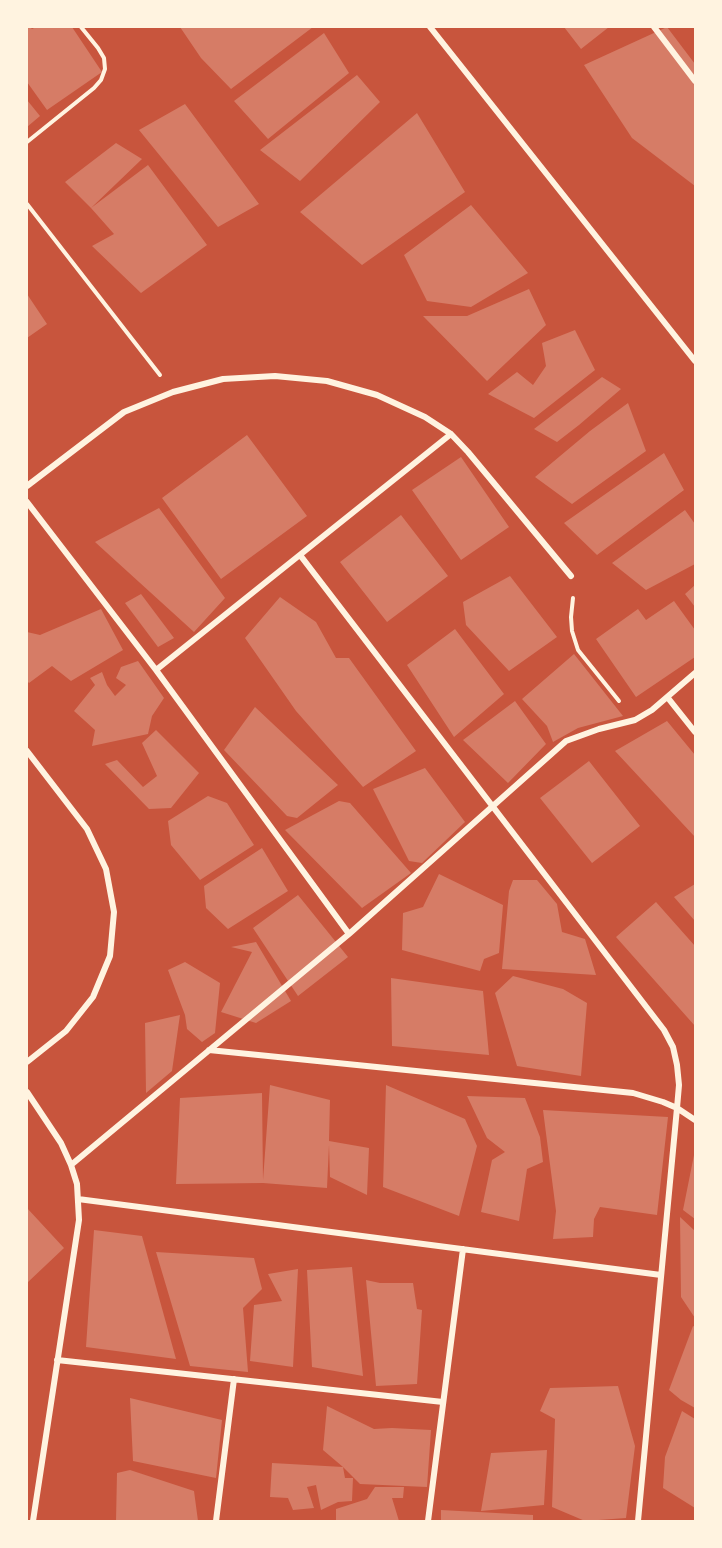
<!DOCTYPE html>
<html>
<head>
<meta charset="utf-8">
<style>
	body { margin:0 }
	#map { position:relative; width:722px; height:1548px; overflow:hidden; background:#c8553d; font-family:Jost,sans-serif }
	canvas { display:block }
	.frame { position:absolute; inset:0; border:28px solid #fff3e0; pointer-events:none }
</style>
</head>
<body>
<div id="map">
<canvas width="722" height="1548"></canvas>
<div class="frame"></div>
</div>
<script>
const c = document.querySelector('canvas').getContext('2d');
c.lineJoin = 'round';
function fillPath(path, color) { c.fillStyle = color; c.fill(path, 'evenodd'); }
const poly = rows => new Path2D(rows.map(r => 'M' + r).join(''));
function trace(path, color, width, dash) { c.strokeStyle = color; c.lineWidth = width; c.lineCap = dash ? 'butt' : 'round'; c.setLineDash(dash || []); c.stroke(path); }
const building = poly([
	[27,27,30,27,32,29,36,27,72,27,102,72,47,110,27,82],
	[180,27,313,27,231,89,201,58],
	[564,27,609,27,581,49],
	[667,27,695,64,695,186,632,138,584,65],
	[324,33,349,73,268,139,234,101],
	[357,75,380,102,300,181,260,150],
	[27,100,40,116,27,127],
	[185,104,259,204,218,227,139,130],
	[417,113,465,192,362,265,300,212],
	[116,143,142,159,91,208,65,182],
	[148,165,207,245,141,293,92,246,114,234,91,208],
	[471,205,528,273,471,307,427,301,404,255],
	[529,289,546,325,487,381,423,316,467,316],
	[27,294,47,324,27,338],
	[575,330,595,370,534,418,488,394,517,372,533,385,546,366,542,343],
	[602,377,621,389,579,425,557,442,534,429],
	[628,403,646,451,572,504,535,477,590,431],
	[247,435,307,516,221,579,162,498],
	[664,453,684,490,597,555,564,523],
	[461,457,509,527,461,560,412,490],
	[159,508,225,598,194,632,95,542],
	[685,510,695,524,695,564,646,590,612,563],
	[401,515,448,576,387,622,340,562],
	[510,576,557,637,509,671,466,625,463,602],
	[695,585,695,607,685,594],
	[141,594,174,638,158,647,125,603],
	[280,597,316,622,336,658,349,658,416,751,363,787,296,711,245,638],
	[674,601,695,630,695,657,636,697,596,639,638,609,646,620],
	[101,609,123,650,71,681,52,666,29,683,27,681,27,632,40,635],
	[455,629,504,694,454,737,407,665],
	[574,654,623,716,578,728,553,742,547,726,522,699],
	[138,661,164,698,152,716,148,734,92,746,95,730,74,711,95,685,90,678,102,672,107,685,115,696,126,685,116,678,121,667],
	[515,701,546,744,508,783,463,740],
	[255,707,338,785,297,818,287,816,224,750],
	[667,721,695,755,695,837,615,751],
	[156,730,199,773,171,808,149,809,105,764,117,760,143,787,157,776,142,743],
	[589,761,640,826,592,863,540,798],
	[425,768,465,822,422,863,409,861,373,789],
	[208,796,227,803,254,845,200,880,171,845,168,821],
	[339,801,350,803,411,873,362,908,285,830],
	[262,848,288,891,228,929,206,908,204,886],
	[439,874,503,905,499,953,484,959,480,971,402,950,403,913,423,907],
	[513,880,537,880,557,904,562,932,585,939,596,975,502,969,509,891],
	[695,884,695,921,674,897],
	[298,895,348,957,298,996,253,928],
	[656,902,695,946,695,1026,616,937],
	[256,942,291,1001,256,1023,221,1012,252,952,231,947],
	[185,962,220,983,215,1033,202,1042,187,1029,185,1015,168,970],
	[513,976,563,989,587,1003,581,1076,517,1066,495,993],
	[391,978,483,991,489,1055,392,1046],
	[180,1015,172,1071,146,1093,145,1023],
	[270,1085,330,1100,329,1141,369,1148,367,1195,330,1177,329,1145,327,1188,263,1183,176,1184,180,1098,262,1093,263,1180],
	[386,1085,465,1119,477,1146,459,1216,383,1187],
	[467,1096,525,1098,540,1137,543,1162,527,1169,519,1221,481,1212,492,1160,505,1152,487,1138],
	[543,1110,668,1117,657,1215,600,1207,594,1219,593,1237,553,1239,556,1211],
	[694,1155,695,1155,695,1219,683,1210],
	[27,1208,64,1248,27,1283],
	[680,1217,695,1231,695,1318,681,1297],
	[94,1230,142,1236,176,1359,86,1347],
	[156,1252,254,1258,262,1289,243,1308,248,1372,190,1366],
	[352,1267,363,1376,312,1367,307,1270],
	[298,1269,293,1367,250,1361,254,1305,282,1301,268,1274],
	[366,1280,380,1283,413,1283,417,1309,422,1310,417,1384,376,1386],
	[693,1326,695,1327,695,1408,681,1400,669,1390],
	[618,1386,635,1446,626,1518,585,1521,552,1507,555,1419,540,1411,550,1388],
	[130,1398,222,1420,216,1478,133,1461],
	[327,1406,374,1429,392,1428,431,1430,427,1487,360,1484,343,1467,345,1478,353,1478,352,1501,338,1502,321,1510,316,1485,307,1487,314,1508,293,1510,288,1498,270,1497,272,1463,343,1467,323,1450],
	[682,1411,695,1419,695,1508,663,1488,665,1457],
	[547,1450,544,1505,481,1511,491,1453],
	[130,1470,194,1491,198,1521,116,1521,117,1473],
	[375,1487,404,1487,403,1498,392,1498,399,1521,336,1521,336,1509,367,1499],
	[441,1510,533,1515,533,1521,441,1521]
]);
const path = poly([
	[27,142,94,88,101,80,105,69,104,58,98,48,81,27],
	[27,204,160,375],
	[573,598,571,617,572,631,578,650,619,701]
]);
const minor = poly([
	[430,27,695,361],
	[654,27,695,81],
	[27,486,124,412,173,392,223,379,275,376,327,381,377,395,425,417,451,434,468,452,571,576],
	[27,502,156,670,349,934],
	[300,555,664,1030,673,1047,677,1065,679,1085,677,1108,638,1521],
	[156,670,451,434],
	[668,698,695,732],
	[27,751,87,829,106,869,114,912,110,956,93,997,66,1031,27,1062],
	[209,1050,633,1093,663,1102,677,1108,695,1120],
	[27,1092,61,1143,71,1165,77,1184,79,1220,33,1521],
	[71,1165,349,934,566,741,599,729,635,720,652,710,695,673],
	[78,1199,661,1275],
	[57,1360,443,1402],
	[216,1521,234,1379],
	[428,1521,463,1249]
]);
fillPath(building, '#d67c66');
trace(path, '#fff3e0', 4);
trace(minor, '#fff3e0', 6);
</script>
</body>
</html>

○ ○ ○

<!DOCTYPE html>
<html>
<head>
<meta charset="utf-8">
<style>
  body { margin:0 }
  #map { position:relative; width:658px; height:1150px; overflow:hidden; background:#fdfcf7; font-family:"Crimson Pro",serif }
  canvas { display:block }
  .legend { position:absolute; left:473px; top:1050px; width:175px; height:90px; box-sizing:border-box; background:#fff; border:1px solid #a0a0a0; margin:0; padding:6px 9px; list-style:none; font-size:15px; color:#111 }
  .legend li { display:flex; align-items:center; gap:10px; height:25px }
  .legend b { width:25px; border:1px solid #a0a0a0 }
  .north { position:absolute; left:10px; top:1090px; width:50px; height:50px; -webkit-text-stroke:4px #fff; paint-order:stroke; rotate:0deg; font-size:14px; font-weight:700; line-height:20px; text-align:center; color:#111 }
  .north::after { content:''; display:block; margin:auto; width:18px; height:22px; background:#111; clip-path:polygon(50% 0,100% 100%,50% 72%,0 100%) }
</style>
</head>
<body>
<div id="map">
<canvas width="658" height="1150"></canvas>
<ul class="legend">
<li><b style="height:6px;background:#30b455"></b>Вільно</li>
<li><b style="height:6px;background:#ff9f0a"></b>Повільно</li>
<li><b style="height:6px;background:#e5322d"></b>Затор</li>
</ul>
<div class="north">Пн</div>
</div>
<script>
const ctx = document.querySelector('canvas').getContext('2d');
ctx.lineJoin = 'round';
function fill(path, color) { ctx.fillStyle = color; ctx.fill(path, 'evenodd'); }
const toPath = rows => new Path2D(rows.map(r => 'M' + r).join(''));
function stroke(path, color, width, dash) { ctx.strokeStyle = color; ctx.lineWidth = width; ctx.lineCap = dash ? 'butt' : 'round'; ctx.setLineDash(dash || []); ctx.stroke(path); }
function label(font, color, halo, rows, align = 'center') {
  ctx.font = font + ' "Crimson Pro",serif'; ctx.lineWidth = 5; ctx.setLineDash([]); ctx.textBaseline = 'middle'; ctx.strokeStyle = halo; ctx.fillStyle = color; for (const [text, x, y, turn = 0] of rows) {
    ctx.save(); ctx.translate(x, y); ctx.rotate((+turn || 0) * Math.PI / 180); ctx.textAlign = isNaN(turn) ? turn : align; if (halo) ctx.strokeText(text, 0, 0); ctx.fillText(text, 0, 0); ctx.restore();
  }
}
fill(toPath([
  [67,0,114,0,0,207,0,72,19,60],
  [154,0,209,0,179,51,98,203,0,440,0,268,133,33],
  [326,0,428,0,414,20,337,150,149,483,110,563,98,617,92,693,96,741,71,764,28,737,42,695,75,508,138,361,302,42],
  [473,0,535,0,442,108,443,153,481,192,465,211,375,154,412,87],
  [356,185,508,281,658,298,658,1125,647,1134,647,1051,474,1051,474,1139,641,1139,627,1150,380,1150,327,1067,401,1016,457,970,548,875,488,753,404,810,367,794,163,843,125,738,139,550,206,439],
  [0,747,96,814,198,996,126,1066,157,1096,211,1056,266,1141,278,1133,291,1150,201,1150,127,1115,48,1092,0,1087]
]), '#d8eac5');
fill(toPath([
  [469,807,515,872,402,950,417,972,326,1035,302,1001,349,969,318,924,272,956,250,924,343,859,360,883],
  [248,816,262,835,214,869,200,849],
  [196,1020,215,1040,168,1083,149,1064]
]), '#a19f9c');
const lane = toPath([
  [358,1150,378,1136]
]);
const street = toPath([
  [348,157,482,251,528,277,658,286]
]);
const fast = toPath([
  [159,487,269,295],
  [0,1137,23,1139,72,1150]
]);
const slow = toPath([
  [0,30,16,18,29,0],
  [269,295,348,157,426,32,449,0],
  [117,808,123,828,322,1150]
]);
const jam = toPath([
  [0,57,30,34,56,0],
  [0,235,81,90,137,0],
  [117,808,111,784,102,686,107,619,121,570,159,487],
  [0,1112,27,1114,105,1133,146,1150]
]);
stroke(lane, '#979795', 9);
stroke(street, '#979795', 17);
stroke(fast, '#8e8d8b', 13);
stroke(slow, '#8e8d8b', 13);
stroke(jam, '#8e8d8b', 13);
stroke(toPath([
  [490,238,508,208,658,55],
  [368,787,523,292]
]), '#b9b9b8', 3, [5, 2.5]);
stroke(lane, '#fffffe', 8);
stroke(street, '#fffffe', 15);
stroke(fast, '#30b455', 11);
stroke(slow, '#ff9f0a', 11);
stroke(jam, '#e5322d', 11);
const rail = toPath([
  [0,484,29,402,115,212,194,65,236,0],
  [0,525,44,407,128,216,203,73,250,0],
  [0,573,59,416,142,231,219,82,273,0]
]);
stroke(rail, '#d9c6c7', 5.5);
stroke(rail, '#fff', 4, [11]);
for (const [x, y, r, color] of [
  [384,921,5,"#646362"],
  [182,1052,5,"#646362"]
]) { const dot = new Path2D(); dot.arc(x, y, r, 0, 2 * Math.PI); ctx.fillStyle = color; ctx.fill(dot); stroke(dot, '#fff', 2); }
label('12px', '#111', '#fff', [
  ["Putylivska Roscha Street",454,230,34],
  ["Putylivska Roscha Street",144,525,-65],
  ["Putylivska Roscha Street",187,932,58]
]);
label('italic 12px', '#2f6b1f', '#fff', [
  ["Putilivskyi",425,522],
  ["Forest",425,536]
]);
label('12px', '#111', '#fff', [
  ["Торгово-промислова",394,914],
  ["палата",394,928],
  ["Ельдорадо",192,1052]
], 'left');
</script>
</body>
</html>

○ ○ ○

What this task involves
After locating the line with "function stroke(path, color, width, dash)" above, return that line and every later line through the one with "[348,157,482,251,528,277,658,286]", word for word and with nothing else.

Reply to the exercise
function stroke(path, color, width, dash) { ctx.strokeStyle = color; ctx.lineWidth = width; ctx.lineCap = dash ? 'butt' : 'round'; ctx.setLineDash(dash || []); ctx.stroke(path); }
function label(font, color, halo, rows, align = 'center') {
  ctx.font = font + ' "Crimson Pro",serif'; ctx.lineWidth = 5; ctx.setLineDash([]); ctx.textBaseline = 'middle'; ctx.strokeStyle = halo; ctx.fillStyle = color; for (const [text, x, y, turn = 0] of rows) {
    ctx.save(); ctx.translate(x, y); ctx.rotate((+turn || 0) * Math.PI / 180); ctx.textAlign = isNaN(turn) ? turn : align; if (halo) ctx.strokeText(text, 0, 0); ctx.fillText(text, 0, 0); ctx.restore();
  }
}
fill(toPath([
  [67,0,114,0,0,207,0,72,19,60],
  [154,0,209,0,179,51,98,203,0,440,0,268,133,33],
  [326,0,428,0,414,20,337,150,149,483,110,563,98,617,92,693,96,741,71,764,28,737,42,695,75,508,138,361,302,42],
  [473,0,535,0,442,108,443,153,481,192,465,211,375,154,412,87],
  [356,185,508,281,658,298,658,1125,647,1134,647,1051,474,1051,474,1139,641,1139,627,1150,380,1150,327,1067,401,1016,457,970,548,875,488,753,404,810,367,794,163,843,125,738,139,550,206,439],
  [0,747,96,814,198,996,126,1066,157,1096,211,1056,266,1141,278,1133,291,1150,201,1150,127,1115,48,1092,0,1087]
]), '#d8eac5');
fill(toPath([
  [469,807,515,872,402,950,417,972,326,1035,302,1001,349,969,318,924,272,956,250,924,343,859,360,883],
  [248,816,262,835,214,869,200,849],
  [196,1020,215,1040,168,1083,149,1064]
]), '#a19f9c');
const lane = toPath([
  [358,1150,378,1136]
]);
const street = toPath([
  [348,157,482,251,528,277,658,286]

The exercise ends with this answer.